- [WORK INSTRUCTIONS]
Sift the material for lines containing "document", and return them.

━━━━

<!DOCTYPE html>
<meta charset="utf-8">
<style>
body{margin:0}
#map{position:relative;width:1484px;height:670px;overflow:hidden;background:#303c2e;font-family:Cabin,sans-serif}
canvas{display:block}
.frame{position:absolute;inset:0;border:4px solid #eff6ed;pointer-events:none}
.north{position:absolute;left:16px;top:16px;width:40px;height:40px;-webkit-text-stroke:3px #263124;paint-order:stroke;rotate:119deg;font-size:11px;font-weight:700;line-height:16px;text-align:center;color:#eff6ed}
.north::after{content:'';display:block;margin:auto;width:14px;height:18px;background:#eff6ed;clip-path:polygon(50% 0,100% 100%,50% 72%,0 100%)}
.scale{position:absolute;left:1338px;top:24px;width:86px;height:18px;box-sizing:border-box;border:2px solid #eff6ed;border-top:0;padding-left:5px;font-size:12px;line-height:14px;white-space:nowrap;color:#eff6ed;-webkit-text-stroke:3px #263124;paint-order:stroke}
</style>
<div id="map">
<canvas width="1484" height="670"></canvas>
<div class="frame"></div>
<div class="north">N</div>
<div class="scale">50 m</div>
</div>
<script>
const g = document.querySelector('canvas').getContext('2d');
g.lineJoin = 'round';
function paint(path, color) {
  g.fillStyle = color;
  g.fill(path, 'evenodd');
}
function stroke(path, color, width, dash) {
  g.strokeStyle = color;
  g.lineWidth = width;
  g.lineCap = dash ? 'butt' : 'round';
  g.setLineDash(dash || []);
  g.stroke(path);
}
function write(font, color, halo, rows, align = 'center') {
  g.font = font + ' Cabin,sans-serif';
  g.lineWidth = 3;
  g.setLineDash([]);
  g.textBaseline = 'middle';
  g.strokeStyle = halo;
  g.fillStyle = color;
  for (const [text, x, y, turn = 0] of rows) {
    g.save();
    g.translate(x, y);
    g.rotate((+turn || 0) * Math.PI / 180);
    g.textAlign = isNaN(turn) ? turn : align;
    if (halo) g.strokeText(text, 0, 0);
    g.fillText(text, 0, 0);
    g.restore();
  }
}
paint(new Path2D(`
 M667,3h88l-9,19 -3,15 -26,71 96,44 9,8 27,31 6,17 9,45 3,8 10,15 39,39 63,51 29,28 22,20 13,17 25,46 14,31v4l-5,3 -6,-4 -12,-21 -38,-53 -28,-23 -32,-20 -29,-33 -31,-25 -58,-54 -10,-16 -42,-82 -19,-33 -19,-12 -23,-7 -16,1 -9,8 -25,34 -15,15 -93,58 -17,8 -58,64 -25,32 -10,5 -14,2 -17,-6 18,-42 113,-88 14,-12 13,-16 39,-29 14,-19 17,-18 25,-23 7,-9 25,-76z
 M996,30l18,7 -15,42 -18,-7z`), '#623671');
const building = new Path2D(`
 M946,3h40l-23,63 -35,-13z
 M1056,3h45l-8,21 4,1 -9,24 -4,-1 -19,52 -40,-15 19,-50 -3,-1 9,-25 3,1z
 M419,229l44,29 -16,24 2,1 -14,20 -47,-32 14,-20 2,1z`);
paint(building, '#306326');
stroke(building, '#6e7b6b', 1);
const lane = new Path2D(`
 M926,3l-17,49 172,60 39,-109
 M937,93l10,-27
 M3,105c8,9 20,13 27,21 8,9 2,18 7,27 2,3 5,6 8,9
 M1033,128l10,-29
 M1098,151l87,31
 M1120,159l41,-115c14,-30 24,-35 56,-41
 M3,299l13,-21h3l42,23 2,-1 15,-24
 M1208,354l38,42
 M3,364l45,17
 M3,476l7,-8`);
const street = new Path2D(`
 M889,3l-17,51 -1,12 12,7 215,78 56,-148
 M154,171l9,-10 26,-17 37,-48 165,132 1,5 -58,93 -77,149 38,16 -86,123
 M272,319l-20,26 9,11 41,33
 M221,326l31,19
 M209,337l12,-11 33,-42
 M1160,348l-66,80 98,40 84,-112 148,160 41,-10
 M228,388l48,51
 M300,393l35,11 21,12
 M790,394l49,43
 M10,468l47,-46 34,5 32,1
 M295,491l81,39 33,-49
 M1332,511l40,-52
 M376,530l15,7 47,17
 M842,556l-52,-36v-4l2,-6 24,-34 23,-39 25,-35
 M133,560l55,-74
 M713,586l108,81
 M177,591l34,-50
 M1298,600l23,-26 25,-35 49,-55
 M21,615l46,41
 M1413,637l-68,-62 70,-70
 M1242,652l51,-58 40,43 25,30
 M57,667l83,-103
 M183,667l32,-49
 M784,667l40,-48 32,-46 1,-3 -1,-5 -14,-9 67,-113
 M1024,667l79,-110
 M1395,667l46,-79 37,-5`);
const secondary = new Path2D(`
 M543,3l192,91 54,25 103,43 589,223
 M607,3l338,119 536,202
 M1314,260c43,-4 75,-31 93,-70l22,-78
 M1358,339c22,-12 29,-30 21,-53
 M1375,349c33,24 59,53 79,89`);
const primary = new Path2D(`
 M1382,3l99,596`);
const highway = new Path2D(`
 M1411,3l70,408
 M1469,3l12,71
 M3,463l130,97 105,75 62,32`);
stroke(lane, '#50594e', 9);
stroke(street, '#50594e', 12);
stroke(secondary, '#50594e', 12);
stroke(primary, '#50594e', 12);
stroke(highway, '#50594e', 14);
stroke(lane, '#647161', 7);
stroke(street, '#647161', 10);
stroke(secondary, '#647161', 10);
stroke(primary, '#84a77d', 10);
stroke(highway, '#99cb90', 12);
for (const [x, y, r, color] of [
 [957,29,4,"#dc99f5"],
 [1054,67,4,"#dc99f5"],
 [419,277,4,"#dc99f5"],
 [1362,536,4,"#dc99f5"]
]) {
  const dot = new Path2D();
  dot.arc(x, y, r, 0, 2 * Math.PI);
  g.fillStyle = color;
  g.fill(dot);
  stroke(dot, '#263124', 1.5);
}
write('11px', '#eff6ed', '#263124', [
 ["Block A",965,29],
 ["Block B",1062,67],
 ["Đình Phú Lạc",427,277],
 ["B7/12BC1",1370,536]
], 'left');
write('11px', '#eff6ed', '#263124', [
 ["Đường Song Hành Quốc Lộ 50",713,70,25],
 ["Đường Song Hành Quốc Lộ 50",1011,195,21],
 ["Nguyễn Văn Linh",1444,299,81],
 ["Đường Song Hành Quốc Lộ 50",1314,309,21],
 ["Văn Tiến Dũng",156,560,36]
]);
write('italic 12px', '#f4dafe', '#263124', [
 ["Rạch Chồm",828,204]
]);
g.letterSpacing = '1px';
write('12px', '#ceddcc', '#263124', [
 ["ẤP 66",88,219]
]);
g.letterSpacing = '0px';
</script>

━━━━

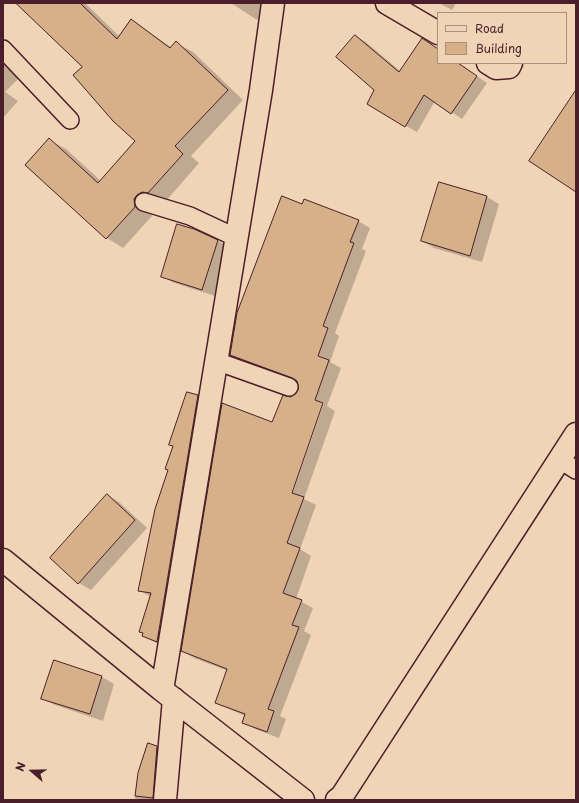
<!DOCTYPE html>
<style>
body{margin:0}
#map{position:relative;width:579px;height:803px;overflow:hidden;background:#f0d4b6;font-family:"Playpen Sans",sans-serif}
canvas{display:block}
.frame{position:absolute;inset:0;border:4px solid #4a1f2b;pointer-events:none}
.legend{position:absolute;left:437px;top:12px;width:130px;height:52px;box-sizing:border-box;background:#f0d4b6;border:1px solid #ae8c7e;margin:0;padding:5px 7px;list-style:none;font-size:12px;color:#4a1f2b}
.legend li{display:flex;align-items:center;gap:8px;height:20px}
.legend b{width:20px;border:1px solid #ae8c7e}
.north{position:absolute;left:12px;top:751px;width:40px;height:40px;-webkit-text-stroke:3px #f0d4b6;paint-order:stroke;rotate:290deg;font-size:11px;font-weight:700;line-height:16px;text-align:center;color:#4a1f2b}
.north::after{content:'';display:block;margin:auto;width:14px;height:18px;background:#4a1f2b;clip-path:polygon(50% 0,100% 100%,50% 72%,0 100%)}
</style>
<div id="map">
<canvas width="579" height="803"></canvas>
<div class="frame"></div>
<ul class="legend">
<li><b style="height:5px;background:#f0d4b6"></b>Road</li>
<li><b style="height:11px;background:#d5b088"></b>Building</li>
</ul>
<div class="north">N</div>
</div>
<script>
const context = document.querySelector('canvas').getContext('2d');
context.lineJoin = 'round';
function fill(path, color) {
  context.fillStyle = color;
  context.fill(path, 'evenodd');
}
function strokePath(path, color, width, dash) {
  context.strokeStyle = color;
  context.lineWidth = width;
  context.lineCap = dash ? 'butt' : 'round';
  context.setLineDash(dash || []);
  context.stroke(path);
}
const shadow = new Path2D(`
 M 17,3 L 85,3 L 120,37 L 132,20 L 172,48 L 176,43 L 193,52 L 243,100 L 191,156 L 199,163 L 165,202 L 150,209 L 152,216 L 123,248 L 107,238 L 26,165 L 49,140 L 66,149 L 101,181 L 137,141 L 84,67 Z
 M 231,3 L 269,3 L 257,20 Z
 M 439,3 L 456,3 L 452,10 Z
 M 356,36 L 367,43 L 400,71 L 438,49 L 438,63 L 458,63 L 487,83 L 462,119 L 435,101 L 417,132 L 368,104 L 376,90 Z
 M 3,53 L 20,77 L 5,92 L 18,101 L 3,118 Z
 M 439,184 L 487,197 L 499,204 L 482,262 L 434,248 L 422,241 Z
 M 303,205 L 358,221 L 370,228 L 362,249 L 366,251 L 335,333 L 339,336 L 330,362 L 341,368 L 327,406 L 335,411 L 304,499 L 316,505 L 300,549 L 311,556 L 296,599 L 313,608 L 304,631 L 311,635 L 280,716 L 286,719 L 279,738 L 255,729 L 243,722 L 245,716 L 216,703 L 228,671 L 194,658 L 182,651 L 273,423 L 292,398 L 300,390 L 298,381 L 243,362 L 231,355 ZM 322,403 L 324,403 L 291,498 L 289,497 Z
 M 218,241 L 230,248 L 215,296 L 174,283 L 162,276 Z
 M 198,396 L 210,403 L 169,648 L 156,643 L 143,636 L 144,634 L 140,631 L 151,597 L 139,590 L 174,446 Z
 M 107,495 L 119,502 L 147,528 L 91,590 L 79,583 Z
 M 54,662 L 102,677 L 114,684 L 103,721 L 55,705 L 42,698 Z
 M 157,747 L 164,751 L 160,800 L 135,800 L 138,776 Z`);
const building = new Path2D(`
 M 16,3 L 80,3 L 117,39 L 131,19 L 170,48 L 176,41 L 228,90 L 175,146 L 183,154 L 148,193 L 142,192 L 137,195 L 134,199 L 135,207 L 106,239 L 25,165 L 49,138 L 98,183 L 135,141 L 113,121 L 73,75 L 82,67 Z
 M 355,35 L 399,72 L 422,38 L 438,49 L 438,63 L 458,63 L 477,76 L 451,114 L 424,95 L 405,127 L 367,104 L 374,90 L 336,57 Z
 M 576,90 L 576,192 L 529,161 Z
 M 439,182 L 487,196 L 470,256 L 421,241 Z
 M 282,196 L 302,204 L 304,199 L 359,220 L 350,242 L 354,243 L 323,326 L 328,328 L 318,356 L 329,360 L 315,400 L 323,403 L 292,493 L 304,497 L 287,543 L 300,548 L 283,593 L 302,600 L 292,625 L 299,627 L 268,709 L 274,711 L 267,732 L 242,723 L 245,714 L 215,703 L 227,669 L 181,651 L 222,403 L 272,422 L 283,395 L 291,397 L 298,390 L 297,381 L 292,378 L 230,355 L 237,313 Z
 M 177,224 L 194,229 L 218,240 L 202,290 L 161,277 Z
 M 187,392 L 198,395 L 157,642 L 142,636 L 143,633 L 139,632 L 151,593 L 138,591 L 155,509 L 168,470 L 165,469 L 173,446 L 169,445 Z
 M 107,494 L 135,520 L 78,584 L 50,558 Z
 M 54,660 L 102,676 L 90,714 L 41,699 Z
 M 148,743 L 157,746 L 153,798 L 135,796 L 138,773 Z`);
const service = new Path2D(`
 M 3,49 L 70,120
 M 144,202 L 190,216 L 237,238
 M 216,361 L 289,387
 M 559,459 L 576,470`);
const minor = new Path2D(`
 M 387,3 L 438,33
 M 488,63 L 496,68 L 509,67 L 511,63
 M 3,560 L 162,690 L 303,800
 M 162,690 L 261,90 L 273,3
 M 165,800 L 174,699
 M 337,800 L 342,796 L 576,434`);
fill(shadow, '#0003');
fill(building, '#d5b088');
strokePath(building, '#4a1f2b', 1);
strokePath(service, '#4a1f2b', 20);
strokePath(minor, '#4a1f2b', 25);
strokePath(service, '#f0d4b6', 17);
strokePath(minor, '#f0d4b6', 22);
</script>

━━━━

- [ANSWER FOR THIS EXERCISE]
const g = document.querySelector('canvas').getContext('2d');
const context = document.querySelector('canvas').getContext('2d');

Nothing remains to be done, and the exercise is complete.